In een tijd voor tijd bloeide een klein stadje op, genesteld in het magische woud van het Land van Chibis.
Geleid door een koning die zowel vriendelijk als wijs was, had de stad eeuwenlang gebloeid. Toen het gevaar dreigde, vertrouwde de stad op een kleine groep vreugdevolle krijgers, de Chibis. De vaardigheid van de Chibis en de leiding van de koning hielden de stad veilig. Maar het lange leven van de koning was bijna ten einde.
Op zijn stervensbed riep de koning zijn laatste zoon bij - zijn jongste zoon, prins Roland.
'Er is een geheim dat ik mijn zoon voor u heb onthouden,' zei de oude man. "Het bos is niet ons thuis. Ons ware koninkrijk ligt in oostelijke richting, ver over de twee zeeën. Meer dan 200 jaar geleden veroverde de Slechte Heks van het Noorden ons koninkrijk. Ze vernietigde het Chibi-rijk en versloeg velen. Om het overblijfsel van onze mensen te redden, moesten we het koninkrijk verlaten en hier schuilen. '
'Lang geleden heb ik een eed gezworen om te herroepen wat van ons was. Dappere soldaten probeerden mijn belofte waar te maken, aangevoerd door je oudere broers. Geen geretourneerd. En nu is mijn tijd voorbij. "

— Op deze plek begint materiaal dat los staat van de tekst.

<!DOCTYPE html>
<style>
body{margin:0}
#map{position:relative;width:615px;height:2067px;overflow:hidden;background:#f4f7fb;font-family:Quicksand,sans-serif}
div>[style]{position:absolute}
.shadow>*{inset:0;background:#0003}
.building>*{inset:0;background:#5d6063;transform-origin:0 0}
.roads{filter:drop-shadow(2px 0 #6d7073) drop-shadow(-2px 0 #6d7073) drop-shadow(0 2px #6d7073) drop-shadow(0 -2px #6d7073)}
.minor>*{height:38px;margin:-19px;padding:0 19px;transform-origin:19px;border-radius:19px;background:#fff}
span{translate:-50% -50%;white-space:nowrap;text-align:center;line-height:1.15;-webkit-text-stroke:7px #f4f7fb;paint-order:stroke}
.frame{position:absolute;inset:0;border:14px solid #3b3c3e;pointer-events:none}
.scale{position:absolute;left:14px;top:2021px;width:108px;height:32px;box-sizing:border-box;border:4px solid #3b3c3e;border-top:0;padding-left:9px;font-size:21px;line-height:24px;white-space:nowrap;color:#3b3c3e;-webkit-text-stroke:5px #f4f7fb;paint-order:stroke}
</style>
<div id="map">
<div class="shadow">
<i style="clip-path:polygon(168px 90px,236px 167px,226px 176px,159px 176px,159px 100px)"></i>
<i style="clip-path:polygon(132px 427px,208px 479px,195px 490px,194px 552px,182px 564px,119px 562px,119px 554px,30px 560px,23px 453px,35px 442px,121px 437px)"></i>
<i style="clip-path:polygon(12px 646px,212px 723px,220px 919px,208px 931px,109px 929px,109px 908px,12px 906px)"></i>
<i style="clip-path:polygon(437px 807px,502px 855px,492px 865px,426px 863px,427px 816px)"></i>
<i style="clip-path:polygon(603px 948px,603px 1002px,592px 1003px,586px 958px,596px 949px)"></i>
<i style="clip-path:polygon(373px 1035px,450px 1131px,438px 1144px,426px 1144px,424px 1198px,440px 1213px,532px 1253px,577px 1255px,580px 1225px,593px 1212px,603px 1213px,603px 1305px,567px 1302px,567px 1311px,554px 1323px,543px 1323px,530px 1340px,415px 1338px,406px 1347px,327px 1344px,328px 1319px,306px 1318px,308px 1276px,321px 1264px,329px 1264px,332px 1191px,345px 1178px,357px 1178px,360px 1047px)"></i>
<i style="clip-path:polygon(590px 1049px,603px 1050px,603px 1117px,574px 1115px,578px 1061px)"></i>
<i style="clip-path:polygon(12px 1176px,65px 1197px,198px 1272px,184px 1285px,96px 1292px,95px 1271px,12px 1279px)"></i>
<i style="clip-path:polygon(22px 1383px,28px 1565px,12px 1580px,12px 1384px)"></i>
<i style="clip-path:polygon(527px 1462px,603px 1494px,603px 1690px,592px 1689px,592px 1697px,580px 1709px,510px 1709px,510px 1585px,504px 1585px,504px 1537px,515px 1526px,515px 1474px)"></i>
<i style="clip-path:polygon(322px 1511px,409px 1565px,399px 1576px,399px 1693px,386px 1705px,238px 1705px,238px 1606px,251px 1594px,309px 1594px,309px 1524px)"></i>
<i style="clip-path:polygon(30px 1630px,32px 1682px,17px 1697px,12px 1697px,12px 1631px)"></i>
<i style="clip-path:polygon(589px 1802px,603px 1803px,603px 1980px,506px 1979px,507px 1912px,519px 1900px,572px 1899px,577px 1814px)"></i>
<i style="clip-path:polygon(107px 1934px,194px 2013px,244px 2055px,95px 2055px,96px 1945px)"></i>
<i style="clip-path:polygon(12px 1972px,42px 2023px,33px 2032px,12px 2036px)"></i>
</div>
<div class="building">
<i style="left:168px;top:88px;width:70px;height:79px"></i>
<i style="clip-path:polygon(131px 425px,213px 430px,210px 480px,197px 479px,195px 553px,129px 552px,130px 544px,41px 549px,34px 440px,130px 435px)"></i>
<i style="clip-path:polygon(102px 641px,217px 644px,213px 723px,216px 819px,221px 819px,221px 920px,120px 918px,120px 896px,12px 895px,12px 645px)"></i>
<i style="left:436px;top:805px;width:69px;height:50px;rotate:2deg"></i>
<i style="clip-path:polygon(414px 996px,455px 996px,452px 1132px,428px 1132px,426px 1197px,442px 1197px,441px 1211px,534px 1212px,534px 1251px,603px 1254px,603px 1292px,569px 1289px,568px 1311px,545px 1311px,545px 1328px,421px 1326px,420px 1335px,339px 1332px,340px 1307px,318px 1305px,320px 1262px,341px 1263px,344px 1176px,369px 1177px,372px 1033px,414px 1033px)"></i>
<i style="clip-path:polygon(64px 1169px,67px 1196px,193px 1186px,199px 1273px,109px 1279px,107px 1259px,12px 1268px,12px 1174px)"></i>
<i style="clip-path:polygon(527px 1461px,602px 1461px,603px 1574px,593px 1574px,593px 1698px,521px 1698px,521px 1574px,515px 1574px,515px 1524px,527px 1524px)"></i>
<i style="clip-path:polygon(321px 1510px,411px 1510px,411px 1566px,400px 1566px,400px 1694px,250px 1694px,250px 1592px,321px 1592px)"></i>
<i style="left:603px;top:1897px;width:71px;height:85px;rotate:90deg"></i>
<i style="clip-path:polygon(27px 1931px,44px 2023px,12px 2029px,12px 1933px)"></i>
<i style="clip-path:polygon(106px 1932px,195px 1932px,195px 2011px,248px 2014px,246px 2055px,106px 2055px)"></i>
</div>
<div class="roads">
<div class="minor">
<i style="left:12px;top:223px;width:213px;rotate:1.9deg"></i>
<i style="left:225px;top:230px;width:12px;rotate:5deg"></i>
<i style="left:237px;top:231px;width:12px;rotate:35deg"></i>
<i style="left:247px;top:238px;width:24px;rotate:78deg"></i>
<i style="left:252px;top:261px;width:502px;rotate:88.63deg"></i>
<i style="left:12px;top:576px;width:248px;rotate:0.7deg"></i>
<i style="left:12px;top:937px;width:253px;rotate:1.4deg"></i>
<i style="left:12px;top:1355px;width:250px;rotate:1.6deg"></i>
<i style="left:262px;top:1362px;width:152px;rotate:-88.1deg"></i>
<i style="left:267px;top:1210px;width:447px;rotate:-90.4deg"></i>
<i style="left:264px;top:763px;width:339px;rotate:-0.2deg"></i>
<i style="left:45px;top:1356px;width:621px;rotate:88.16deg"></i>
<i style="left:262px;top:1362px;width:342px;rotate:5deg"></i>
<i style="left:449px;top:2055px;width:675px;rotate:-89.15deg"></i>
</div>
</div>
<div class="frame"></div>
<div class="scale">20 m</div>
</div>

"Vóór mijn laatste adem vraag ik je, mijn zoon: herstel ons rechtmatige koninkrijk. Heb je gehoord van de vier magische zwaarden? Je hebt ze alle vier nodig om de heks te vermoorden. Je reis zal niet gemakkelijk zijn. De wereld is vol gevaren en de heks wacht op jou aan het einde van de reis. Maar mijn ziel zal niet rusten voordat mijn eed is vervuld. Jij bent mijn laatste kans. Moge de geesten bij je zijn. "
Dus de oude koning stierf. Roland was vastbesloten om de eed van zijn vader te herstellen. Met welke gevaren zou hij geconfronteerd worden? Zou Roland het lot van zijn twee broers ontdekken? Zou hij in staat zijn om de vier zwaarden te verzamelen en de Heks van het Noorden te verslaan? En zo begon het grootste avontuur van de Chibis.